Wednesday, March 18, 2009
By: 
Bathandwa Mbola

New York - Foreign Affairs Minister Nkosazana Dlamini Zuma is expected to represent South Africa at the United Nations Security Council (UNSC) Debate in New York on Wednesday.

"The debate is expected to focus on how best the international community can support African Union peace operations that are conducted with a mandate from the Security Council," the Department of Foreign Affairs said on Wednesday.

During its term in the Security Council in 2007 and 2008, South Africa had focused on developing a strategic partnership between the UNSC and the AU Peace and Security Council.

During the debate on Wednesday South Africa intends on drawing attention to the need for the international community to assist with the funding and logistics associated with African peacekeeping operations.

According to the department, the debate is expected to consider the AU - United Nations Panel's final report, which makes a number of important proposals on how to build up the AU's capacity to respond to crises as they occur and to promote long-term stability on the African continent.

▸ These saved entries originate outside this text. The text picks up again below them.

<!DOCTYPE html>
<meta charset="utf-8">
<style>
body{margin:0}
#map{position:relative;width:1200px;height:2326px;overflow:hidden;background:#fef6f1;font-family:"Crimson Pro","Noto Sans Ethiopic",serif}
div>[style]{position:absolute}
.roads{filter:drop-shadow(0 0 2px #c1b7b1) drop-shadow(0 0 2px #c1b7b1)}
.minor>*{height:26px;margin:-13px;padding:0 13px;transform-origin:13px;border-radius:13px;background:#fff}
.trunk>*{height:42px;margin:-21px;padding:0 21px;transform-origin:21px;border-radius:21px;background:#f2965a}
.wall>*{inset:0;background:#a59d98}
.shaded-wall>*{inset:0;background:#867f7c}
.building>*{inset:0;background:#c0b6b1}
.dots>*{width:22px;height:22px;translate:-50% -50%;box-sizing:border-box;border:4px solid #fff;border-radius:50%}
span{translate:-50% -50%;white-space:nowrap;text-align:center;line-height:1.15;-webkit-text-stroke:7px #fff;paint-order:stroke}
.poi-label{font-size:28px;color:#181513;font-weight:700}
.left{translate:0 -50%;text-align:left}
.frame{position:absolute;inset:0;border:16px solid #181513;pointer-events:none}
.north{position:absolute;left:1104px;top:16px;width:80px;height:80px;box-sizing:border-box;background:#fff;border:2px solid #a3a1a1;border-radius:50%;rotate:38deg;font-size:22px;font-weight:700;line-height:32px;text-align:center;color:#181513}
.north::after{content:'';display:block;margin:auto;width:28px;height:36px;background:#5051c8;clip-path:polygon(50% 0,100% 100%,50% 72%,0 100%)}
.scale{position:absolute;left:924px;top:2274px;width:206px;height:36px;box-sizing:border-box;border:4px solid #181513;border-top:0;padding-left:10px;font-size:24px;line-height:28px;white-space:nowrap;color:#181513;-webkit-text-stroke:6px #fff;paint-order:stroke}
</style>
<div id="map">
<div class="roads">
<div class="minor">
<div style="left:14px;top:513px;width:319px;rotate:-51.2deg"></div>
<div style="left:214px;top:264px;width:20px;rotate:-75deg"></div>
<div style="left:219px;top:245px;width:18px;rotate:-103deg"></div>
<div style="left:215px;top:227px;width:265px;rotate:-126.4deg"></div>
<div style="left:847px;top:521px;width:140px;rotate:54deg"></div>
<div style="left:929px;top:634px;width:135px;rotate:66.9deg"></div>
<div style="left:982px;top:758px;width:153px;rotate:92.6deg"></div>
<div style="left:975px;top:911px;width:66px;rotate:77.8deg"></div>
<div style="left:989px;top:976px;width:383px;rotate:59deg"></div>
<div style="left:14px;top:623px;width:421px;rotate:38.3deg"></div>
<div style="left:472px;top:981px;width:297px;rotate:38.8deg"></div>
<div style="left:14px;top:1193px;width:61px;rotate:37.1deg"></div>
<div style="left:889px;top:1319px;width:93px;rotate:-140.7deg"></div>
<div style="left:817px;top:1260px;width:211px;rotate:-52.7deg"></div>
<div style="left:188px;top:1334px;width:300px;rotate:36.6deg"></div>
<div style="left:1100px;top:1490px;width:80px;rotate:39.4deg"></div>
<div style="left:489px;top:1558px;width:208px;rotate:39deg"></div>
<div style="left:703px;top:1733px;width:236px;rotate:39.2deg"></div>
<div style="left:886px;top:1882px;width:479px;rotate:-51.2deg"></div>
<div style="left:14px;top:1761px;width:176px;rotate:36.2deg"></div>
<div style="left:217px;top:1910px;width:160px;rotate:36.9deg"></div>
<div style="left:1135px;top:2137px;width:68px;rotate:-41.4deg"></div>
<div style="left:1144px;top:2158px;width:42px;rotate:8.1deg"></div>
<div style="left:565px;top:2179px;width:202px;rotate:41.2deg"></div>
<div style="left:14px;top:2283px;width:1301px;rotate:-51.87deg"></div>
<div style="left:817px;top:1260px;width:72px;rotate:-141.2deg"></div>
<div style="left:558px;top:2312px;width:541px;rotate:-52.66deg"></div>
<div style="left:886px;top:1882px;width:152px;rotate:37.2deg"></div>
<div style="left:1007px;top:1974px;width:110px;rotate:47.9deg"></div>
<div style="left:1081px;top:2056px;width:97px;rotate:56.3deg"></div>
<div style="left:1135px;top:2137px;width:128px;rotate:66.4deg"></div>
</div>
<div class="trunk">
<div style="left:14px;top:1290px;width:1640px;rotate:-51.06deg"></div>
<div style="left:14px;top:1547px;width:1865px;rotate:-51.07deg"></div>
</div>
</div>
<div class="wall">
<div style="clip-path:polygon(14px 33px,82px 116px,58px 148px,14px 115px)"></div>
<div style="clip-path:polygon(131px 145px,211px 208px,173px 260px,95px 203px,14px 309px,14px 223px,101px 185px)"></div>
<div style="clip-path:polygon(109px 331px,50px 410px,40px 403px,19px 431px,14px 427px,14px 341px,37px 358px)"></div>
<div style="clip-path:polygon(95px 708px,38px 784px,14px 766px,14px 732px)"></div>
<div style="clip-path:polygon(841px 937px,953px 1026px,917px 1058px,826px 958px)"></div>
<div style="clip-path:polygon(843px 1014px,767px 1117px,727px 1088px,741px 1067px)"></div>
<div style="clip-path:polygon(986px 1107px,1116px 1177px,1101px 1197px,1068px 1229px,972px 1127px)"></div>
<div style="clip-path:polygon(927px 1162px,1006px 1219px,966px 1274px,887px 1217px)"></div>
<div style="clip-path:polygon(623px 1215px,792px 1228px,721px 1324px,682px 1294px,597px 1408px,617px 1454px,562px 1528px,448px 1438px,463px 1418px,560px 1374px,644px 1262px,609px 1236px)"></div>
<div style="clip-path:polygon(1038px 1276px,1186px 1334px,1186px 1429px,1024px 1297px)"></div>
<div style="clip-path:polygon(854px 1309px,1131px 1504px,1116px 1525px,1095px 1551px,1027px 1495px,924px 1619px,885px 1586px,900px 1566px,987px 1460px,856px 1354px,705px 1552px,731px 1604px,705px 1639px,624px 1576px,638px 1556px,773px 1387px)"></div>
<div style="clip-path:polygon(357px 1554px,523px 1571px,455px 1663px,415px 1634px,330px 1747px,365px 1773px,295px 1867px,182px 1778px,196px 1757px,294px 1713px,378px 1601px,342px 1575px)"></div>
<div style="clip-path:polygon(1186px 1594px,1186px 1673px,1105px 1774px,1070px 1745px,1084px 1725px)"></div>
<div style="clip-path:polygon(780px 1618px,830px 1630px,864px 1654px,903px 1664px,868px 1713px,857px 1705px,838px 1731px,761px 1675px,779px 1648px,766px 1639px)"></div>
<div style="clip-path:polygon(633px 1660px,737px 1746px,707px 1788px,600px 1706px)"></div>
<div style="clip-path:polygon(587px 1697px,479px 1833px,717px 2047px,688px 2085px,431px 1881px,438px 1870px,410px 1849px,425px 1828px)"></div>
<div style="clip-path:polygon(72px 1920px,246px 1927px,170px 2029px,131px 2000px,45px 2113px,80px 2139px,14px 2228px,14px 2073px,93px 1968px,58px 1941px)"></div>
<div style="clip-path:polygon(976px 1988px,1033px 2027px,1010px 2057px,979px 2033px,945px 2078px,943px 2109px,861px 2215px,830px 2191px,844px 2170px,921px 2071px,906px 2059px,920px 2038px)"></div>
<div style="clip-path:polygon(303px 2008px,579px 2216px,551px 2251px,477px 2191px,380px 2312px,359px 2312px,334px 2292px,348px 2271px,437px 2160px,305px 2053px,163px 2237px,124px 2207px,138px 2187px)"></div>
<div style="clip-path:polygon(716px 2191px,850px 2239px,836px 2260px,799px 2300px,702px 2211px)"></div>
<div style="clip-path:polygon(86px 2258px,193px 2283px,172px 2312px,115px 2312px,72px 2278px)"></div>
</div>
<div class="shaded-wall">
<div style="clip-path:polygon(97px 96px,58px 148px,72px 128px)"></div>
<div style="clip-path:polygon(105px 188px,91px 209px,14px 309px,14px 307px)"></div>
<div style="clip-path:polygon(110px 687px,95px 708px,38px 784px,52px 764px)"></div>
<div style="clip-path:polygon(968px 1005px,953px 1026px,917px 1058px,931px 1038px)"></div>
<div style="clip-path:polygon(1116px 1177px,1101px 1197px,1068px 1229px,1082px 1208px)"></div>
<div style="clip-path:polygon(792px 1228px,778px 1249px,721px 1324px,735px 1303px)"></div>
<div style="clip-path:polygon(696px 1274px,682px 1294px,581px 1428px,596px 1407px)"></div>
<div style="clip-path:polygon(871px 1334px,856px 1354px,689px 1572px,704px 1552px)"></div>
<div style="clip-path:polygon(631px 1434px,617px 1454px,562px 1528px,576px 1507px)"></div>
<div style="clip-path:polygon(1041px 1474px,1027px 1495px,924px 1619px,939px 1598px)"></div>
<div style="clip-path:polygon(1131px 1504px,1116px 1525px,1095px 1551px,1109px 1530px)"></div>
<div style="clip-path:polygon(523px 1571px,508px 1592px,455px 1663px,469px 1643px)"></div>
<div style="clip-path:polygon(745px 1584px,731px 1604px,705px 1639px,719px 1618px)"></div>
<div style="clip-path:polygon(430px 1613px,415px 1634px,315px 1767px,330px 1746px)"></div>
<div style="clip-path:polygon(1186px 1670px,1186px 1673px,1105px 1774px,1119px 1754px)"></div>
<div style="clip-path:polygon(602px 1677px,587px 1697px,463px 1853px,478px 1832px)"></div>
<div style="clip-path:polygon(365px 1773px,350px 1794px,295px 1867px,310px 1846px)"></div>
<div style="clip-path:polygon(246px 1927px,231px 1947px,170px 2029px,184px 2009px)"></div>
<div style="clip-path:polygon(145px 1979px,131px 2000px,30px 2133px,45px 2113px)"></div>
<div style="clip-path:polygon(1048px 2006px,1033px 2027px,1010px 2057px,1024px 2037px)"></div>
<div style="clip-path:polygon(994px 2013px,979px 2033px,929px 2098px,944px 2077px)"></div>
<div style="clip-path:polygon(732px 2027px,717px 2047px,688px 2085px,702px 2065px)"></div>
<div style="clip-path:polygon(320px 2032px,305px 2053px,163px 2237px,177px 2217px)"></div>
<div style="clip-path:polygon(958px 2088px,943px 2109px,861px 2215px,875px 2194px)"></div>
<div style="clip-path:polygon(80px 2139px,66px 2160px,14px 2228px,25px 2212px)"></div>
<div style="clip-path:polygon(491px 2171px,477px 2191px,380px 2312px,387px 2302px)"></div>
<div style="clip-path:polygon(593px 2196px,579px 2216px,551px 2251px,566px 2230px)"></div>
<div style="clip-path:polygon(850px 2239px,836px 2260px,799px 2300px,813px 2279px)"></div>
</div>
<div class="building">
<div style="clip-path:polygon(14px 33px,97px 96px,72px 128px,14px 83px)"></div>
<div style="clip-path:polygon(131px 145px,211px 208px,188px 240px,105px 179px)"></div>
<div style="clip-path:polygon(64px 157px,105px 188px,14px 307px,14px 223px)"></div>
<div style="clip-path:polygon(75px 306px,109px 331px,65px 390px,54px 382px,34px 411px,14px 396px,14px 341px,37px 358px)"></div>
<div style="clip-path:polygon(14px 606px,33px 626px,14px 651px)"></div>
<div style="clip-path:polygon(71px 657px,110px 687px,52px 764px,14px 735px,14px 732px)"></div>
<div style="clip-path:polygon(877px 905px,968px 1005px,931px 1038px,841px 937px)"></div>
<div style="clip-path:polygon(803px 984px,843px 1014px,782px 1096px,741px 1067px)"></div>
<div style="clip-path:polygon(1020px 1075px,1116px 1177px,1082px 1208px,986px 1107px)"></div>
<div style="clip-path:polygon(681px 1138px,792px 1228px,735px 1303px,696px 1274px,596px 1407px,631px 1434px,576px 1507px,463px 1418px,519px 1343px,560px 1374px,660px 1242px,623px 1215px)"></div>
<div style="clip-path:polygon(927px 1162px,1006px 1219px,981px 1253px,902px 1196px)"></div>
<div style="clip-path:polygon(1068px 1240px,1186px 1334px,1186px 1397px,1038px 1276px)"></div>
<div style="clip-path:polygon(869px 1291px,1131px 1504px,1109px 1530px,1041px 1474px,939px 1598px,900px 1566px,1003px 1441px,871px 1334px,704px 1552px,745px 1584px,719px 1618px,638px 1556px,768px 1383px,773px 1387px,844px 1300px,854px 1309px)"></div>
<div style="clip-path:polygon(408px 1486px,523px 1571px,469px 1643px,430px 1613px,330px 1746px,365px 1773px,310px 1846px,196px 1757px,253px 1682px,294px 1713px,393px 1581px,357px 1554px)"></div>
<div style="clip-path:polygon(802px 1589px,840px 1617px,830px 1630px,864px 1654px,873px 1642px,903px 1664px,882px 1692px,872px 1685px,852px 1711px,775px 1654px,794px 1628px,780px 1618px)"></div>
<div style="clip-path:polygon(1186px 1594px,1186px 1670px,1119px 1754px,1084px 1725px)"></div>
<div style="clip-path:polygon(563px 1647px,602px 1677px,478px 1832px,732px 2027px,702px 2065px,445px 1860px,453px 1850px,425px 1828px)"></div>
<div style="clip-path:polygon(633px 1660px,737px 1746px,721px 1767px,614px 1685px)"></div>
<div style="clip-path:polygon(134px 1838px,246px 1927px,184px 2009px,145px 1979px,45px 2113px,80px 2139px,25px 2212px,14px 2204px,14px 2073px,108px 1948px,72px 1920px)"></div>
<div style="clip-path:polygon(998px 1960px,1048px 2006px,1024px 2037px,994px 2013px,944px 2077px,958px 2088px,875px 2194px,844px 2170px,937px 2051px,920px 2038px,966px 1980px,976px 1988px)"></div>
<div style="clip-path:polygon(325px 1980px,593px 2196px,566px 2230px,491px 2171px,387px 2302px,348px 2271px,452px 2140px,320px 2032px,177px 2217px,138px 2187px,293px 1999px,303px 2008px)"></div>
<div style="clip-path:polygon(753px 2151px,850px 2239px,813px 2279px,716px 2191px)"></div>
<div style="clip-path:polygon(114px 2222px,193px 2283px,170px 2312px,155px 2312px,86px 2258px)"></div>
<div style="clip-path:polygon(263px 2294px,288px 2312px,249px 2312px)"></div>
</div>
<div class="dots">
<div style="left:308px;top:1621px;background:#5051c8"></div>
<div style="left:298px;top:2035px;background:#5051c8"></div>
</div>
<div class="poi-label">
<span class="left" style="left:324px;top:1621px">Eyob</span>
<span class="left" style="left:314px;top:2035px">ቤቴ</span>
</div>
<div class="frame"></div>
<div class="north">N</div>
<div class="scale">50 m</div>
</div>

These include the establishment of new funding mechanisms to enhance the predictability, sustainability and flexibility of financing of United Nations-mandated peace operations undertaken by the AU.

"Such funding mechanisms would not only allow for the expeditious and effective deployment of well-equipped troops and effective support arrangements, but would also provide a solid basis for longer-term capacity-building projects in Africa," said the department.

The Security Council proceeds from the premise that while it has the primary responsibility for the maintenance of international peace and security, regional organisations such as the AU play an important and complementary role in conflict resolution and peacekeeping.

It has also recognised that Africa has both the greatest need for peacekeeping and the biggest challenge in matching its willingness to act with the resources needed to secure the sustained success of its interventions.

While in New York, the minister is also expected to meet United States Secretary of State Hillary Clinton. The two are expected to hold bilateral political, economic and trade discussions in Washington.

The talks come within the context of consolidating existing strategic relations between South Africa and the United States.

According to the department, the US has supported many of South Africa's domestic objectives such as fostering economic growth, overcoming poverty and social imbalances, increasing the skills base and promotion of trade.

The US is one of South Africa's leading trading partners and ranks first as a destination for South African exports and is third below Germany and China as a source of imports.

Exports to the US increased from R30 billion in 2004 to R41 billion in 2006, while imports recorded an increase from R26 billion to R35 billion for the same period. The US is the largest portfolio investor and the second largest source of foreign direct investment (FDI) in South Africa, after the UK.

Minister Dlamini Zuma will be accompanied by Foreign Affairs Deputy Director-General George Nene, South Africa's Permanent Representative to the UN, Ambassador Baso Sanqu and Xolisa Mabhongo, Chief Director: UN Political.